Enola Holmes’ Search For Her Missing Mother Intersects With the Fight For Women’s Suffrage In the UK

Photo credit: Elaine Chung
Photo credit: Elaine Chung

From Esquire

Enola Holmes takes a historically misogynist franchise and flips it on it’s head by centering strong (literally—the combat scenes are no joke) female characters within a powerful feminist narrative. Netflix’s adaptation of Nancy Springer’s book series of the same name follows Sherlock Holmes’ clever younger sister Enola (Millie Bobby Brown) as she sets out on a journey to find her missing mother (Helena Bonham Carter). The film’s several mysterious plotlines converge on the issue of women’s suffrage in the United Kingdom, and although they don’t exactly line up with history, the movie references several real life figures and events.

Enola’s mother Eudoria sets the film’s plot into motion when she suddenly disappears from the secluded countryside home she and Enola live in. Enola, finding clues around her home, escapes from the care of her elder brothers Mycroft (Sam Claflin) and Sherlock (Henry Cavill)—who wish to send her off to finishing school where she will learn how to be a proper young lady—to London. On the way, she meets another young runaway, Lord Tewksbury (Louis Patridge), whom she helps evade assassination and reluctantly befriends. Tewksbury’s murder turns out to be ordered by his own grandmother, who sees his death before he replaces his late father in the House of Lords as the only way to prevent a reform bill from passing. That very bill seems to be the reason Eudoria Holmes disappeared to London, too, as her secret militant suffragette society is involved, implying that the bill in question likely has to do with women’s suffrage.
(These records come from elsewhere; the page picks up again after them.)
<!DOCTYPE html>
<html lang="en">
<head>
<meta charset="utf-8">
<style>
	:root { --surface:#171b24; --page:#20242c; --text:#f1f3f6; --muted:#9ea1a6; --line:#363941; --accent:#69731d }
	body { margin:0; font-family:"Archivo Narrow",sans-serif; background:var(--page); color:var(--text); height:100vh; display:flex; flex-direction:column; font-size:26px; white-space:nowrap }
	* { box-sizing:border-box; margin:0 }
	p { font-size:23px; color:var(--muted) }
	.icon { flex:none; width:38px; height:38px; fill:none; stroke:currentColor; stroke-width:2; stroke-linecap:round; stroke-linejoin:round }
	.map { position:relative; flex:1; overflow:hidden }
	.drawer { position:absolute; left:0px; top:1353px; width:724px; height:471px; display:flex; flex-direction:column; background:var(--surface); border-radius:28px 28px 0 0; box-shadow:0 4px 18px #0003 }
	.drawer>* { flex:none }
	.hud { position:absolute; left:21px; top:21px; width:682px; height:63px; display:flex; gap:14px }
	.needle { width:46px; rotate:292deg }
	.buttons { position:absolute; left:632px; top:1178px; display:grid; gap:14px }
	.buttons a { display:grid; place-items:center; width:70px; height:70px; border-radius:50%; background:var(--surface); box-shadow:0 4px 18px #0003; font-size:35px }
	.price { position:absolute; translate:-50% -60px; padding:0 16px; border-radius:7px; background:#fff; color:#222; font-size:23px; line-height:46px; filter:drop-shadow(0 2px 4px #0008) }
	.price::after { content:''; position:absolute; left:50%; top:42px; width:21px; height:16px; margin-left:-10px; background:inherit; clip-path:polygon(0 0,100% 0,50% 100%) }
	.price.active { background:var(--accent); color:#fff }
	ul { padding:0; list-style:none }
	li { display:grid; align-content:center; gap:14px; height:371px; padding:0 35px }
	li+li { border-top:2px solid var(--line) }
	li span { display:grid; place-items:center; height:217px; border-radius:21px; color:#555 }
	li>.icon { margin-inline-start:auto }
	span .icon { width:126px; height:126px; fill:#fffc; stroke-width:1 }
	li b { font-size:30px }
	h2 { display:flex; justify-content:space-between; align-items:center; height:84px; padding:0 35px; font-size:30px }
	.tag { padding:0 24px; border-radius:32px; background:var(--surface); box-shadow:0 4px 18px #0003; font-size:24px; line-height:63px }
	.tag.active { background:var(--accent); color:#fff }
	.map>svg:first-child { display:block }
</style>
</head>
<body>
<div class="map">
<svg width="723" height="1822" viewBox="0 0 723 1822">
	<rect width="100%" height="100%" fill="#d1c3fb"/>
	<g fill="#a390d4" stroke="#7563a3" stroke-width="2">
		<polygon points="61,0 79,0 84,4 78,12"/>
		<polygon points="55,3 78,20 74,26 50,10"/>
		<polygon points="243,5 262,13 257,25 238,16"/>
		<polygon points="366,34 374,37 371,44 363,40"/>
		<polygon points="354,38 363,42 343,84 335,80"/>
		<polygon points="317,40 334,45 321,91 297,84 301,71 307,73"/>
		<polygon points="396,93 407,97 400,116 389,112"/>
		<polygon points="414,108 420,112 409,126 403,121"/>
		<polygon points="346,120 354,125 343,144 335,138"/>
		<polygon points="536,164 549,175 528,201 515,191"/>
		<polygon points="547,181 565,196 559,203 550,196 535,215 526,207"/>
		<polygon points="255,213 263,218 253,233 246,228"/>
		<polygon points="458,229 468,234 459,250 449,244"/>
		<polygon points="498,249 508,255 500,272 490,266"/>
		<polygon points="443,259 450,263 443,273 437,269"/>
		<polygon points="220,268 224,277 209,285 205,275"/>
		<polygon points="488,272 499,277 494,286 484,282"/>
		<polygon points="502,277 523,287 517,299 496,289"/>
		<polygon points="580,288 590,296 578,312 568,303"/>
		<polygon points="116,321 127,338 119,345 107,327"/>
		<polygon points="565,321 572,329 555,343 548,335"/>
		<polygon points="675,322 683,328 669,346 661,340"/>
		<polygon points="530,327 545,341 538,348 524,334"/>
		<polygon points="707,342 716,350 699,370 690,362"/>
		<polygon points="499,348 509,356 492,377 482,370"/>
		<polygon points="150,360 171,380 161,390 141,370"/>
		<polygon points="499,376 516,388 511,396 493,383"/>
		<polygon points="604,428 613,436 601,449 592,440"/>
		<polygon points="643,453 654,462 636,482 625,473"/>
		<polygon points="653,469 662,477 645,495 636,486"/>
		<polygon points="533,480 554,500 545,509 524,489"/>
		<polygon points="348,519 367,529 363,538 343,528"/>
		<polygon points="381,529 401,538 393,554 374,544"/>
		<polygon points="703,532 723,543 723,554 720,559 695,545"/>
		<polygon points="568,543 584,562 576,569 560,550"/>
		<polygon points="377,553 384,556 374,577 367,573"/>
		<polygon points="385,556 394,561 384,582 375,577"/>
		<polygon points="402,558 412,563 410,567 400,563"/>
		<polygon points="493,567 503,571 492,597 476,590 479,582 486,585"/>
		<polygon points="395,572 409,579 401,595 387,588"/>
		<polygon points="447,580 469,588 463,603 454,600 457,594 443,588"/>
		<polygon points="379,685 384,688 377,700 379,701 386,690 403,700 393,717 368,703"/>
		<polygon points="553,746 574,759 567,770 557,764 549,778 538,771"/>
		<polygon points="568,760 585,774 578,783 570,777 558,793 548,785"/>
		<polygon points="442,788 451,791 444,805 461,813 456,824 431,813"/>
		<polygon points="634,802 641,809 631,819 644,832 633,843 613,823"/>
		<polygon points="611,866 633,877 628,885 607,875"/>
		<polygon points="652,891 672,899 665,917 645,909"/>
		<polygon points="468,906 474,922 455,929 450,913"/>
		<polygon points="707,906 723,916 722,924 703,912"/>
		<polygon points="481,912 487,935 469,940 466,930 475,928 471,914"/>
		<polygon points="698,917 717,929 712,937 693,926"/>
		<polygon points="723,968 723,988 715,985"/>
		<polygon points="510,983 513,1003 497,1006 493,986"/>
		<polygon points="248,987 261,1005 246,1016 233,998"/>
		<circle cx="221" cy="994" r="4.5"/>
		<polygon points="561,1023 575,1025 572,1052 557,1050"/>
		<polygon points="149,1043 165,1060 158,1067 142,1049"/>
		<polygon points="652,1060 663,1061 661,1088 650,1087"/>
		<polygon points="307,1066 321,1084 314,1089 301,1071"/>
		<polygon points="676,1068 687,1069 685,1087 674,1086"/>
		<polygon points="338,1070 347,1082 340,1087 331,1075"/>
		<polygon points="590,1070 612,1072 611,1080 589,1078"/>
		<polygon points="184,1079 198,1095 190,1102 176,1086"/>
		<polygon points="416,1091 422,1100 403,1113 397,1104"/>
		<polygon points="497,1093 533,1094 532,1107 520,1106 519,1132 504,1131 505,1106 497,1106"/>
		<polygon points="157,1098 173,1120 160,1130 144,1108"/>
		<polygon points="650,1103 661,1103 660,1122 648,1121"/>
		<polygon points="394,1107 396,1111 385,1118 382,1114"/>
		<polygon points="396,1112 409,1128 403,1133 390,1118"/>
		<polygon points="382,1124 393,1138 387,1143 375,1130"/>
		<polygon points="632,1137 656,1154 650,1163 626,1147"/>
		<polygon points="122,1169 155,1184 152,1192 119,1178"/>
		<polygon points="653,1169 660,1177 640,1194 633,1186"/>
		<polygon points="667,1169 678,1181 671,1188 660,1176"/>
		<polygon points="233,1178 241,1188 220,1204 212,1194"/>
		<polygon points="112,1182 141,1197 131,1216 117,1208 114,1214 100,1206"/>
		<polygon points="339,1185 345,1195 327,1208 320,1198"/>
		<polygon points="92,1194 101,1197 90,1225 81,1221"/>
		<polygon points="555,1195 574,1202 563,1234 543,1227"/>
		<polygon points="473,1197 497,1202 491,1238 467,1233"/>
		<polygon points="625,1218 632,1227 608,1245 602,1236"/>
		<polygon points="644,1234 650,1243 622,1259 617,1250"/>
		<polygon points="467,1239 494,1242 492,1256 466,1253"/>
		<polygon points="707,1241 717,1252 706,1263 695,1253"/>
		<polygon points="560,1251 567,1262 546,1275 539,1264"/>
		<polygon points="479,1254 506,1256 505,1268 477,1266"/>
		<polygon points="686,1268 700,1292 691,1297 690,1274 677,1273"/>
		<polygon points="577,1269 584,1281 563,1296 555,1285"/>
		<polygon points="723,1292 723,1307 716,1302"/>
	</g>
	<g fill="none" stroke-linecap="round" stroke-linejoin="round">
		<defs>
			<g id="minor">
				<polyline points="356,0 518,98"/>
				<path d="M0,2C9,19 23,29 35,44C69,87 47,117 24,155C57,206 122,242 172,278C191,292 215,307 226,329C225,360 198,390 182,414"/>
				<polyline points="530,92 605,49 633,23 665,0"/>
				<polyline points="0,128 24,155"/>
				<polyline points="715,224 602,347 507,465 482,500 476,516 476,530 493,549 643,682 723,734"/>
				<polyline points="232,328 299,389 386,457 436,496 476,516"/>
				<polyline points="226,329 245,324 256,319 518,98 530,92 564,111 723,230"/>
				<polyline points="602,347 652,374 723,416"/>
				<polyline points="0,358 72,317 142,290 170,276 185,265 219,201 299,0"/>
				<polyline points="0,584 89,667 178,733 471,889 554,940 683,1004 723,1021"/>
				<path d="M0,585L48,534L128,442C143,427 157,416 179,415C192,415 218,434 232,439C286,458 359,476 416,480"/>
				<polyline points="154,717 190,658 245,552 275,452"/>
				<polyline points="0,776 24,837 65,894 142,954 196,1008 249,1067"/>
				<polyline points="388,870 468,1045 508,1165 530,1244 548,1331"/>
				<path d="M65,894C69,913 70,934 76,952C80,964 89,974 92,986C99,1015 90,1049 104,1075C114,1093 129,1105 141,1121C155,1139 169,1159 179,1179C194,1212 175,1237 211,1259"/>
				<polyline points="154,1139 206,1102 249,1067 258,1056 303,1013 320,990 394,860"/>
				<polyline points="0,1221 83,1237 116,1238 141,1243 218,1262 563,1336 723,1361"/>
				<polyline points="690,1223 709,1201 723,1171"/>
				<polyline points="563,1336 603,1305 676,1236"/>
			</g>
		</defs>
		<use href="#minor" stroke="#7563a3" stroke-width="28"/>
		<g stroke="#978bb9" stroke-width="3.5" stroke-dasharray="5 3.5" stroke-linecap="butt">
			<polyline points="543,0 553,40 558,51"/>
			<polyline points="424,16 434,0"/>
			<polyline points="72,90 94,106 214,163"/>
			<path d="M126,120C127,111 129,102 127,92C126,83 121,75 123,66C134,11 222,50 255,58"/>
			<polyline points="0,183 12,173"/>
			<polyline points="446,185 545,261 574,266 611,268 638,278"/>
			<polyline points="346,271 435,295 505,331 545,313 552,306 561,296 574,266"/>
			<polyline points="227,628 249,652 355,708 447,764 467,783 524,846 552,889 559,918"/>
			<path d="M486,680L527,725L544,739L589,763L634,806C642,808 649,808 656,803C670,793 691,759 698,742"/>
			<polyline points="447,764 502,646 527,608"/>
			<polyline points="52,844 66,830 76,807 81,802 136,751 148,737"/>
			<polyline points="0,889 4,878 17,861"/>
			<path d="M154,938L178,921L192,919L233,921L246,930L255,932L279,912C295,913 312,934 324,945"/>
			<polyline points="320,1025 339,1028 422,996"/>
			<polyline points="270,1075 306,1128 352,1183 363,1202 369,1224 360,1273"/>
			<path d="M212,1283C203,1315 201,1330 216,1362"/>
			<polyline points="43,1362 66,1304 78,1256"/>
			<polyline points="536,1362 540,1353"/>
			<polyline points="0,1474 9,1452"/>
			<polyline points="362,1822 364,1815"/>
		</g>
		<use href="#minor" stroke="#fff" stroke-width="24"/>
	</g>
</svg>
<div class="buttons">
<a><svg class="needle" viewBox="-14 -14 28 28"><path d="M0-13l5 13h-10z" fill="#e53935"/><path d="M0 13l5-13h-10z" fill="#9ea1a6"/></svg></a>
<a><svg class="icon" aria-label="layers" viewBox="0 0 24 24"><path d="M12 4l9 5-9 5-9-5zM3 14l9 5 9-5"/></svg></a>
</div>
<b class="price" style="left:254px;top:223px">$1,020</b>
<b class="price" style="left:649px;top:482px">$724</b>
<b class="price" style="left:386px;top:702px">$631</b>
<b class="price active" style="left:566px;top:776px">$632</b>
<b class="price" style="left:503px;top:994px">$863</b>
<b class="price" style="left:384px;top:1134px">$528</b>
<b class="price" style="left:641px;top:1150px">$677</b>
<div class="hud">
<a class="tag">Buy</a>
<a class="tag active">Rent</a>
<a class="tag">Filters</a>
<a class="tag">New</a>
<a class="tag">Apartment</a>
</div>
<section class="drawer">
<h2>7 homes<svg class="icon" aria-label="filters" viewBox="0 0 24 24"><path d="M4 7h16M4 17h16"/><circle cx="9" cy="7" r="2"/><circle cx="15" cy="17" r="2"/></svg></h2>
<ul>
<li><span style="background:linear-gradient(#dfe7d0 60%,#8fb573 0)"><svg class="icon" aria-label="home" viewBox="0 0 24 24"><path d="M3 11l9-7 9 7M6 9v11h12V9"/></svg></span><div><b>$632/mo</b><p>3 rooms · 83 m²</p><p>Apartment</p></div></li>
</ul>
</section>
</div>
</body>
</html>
As women’s suffrage did not pass in any capacity until 1918 in the United Kingdom and Enola Holmes is set in 1884, the film doesn’t necessarily correspond with history. However, there was in fact a reform bill passed in 1884 in the UK called the Representation of the People Act 1884, or the Third Reform Act. Though this bill in particular did not directly impact women, the act extended male suffrage, paving the way for women’s suffrage which eventually followed years later. Although women over the age of 30 who met a property qualification could vote after 1918, it was only in 1928 that all women received voting rights equal to men in the UK.

There are more historical easter eggs in Eudoria’s Limehouse Lane suffragette hideout, which Enola’s deciphering leads her to in London. Among the weapons and explosives, Enola finds an activist leaflet that reads "Manchester National Society For Woman's Suffrage Public Meeting," followed by the names Amie Hicks, Gwyneth Vaughan, and Margaret McMillan. These three women were actual British suffragettes at the time—Hicks a member of Britain's first socialist party and a union organizer; Vaughan a pen name for Welsh liberal feminist writer Annie Harriet Hughes; and McMillan an activist for improved conditions for schoolchildren. These small details reinforce the potent feminist messaging of Enola Holmes.

Although the reform bill in the movie passes thanks to the vote of young Lord Tewksbury, Eudoria’s suffragette mission is still incomplete by the film’s end. Her inability to reunite with Enola yet leaves the door open for more important suffragette work to be done, perhaps by Enola herself, in a potential sequel.